Die Personalschlüssel in deutschen KiTas sind von Bundesland zu Bundesland höchst unterschiedlich. Der Personalressourceneinsatz lag am 01.03.2015 in Gruppen für Kinder unter drei Jahren (Krippengruppen) bundesweit bei 1 : 4,3. Allerdings besteht ein deutliches Ost-West-Gefälle: Während in den ostdeutschen Krippengruppen eine Erzieherin durchschnittlich für 6,1 Kinder zuständig ist, liegt der Wert im Westen bei 3,6 Kindern. Ähnlich groß sind die Unterschiede auf Länderebene auch für Kinder ab drei Jahren. Statistisch liegt in dieser Altersgruppe der Personalschlüssel im Westen bei 1 : 8,6 und im Osten bei 1 : 12,3.

2. Qualitätsausbau: Was empfiehlt die Bertelmann Stiftung, damit alle KiTa-Kinder in Deutschland vergleichbare Bildungs- und Entwicklungschancen erhalten?

Damit allen Kindern unabhängig von ihrem Wohnort vergleichbare Bildungschancen geboten werden, empfiehlt die Bertelsmann Stiftung, bundesweit einheitliche Qualitätsstandards für die strukturellen Rahmenbedingungen der KiTas einzuführen. Als Qualitätsstandard für Personalschlüssel schlägt sie bei der Betreuung von Kindern unter drei Jahren den Wert 1 : 3 sowie für die Altersgruppe der Kindergartenkinder (Kinder ab drei Jahren bis zur Einschulung) den Wert 1 : 7,5 vor. Neben bundeseinheitlichen Standards für Personalschlüssel (differenziert nach den Anteilen für die mittelbare pädagogische Arbeitszeit sowie die Fachkraft-Kind-Relation) sollten auch Zeitbudgets für Leitungsaufgaben sowie Qualitätskriterien für Fort- und Weiterbildungen, Fach-/Praxisberatung sowie Mittagsverpflegung festgelegt werden.

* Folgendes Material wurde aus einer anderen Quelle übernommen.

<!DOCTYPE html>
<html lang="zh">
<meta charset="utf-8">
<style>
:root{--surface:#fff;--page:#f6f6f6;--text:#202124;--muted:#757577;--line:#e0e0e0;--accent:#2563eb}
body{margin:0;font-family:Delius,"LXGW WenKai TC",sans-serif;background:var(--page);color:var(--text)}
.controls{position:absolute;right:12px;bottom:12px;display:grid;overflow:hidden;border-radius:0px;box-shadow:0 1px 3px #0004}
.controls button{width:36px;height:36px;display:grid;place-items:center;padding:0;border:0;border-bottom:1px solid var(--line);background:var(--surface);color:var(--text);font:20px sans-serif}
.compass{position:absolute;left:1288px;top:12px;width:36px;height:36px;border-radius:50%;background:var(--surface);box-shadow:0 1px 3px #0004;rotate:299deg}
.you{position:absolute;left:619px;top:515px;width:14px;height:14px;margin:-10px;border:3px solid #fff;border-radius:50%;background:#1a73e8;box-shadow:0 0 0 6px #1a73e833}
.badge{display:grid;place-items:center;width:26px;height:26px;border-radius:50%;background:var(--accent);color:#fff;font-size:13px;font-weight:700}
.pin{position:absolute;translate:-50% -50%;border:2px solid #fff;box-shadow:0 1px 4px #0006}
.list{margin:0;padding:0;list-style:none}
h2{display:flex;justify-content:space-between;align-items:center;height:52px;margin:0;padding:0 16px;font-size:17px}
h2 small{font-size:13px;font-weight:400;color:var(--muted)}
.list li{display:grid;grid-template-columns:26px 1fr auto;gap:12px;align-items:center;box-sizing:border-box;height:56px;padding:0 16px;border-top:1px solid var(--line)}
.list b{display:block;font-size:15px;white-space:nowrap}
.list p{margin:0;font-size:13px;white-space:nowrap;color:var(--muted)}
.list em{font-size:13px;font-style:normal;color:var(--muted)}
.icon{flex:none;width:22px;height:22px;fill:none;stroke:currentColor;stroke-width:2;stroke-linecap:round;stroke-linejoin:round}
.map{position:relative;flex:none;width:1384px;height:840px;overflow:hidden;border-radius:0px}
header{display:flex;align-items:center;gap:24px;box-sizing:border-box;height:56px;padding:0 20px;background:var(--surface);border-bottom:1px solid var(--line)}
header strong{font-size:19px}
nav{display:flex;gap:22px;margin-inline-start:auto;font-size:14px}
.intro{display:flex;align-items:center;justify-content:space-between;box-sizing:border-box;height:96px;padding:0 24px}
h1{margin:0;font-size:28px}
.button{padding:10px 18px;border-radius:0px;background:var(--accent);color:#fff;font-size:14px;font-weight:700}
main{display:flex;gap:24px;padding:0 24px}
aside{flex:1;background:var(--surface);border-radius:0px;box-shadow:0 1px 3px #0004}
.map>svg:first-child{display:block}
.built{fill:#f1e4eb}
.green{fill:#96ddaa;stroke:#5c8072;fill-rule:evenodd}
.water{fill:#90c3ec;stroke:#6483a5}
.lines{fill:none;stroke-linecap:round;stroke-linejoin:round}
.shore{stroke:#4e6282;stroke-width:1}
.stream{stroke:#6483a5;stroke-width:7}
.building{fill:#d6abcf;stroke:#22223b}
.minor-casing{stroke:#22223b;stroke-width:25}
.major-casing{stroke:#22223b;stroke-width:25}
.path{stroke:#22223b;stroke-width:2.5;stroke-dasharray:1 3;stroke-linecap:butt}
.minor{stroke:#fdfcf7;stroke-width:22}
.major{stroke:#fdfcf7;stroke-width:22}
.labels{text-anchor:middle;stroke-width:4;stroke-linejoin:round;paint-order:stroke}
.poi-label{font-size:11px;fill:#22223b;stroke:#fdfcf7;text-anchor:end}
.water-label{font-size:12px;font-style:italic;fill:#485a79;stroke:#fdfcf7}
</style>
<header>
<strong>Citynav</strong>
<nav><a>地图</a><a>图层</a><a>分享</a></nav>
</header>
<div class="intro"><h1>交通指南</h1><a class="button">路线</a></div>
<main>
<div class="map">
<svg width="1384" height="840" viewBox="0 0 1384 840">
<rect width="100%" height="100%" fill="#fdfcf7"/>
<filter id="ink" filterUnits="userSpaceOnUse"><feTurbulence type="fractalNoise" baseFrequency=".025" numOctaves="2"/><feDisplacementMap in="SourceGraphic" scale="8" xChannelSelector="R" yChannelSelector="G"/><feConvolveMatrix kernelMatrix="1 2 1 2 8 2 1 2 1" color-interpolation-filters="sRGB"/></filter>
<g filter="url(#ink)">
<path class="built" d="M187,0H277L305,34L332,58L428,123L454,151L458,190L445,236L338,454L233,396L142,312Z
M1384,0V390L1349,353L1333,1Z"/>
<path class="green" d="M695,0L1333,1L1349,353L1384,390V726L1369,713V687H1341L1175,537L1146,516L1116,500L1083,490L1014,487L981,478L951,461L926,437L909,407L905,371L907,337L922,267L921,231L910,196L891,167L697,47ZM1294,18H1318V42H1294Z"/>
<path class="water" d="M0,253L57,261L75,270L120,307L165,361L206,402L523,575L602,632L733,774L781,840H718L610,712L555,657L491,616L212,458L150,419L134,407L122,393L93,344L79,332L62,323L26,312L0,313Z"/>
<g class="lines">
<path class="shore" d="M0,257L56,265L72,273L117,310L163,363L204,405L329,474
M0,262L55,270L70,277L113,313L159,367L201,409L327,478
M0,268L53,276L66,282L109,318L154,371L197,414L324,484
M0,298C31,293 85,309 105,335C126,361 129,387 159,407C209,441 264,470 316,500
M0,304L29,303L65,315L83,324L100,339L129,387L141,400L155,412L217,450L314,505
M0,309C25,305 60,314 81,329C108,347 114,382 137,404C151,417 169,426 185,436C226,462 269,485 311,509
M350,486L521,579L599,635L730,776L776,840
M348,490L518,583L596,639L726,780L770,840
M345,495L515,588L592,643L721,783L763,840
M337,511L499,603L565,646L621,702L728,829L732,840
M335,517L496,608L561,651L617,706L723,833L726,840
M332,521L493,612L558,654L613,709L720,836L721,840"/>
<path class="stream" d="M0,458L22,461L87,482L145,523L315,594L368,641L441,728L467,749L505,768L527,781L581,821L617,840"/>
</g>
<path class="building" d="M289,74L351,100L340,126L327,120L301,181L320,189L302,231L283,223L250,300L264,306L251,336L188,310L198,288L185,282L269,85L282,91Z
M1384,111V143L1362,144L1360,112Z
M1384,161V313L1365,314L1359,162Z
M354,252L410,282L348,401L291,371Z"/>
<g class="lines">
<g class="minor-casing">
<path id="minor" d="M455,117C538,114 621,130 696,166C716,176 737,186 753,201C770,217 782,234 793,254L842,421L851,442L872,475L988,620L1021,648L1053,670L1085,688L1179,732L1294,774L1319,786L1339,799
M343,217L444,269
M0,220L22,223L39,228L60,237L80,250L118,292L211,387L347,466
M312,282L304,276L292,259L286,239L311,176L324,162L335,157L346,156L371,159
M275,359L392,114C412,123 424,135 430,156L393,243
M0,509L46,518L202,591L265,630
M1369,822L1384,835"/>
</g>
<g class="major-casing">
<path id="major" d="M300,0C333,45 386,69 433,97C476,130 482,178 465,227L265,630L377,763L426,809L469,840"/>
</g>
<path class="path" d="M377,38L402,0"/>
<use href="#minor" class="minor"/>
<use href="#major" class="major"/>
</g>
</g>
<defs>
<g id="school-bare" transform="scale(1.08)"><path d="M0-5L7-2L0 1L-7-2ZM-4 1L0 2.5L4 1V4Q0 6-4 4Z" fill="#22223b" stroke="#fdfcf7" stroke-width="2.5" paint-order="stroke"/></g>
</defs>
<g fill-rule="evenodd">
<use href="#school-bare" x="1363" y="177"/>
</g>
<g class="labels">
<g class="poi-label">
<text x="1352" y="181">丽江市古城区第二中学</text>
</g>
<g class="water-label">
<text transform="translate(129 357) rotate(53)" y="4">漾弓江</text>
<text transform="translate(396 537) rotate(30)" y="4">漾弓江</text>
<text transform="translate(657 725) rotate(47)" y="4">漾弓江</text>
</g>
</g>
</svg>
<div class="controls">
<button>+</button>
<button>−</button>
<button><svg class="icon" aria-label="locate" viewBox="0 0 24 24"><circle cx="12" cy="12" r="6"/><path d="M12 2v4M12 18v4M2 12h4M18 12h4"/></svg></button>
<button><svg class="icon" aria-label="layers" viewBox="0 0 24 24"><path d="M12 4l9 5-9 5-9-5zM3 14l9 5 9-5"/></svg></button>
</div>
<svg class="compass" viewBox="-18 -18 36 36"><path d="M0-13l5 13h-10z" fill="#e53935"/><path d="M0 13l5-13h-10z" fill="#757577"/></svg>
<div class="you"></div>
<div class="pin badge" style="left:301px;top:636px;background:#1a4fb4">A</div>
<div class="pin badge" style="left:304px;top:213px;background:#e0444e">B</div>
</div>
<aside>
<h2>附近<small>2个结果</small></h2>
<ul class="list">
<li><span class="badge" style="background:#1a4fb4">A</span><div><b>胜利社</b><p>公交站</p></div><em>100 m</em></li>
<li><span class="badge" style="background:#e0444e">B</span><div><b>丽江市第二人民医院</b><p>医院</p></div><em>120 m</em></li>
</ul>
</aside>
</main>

3. Zusätzlicher Personal- und Finanzbedarf: Wie viel zusätzliches pädagogisches Personal ist erforderlich, um die Personalschlüsselempfehlungen der Bertelsmann Stiftung bundesweit umzusetzen, und welche zusätzlichen Personalkosten entstehen?

Nach Abschätzungen der Bertelsmann Stiftung sind zusätzlich rund 107.000 Fachkräfte (Vollzeitkräfte) erforderlich, um die empfohlenen Personalschlüssel umzusetzen. Für diese Personalressourcen entsteht ein zusätzlicher jährlicher Finanzbedarf von rund 4,8 Milliarden Euro bundesweit. Die Personalkosten sind auf der Grundlage des TVöD SuE (Tarifvertrag für den öffentlichen Dienst – Sozial- und Erziehungsdienst) berechnet worden und nehmen für jedes Bundesland eine Verteilung der Qualifikationsniveaus an, wie sie gegenwärtig bei dem bereits beschäftigten pädagogischen Personal besteht. 

4. Finanzbedarf insgesamt: Wie hoch sind die jährlichen Personalkosten insgesamt, wenn die pädagogischen Personalschlüssel bundesweit gemäß den Empfehlungen der Bertelsmann Stiftung umgesetzt würden?

Nach den Abschätzungen der Bertelsmann Stiftung fallen gegenwärtig jährlich rund 16,6 Milliarden Euro für die pädagogischen Personalkosten der KiTas bundesweit an. Bei der Berechnung der Personalkosten ist der TVöD SuE zugrunde gelegt, zudem ist die Verteilung der Qualifikationsniveaus des gegenwärtig beschäftigten pädagogischen Personals in jedem Bundesland berücksichtigt worden. Für den zusätzlichen Personalbedarf zur Realisierung der Personalschlüsselempfehlungen der Bertelmann Stiftung sind jährlich rund 4,8 Milliarden Euro erforderlich. Insgesamt müssten in Deutschland demnach für das pädagogische Personal jährlich rund 21,4 Milliarden Euro Personalkosten finanziert werden.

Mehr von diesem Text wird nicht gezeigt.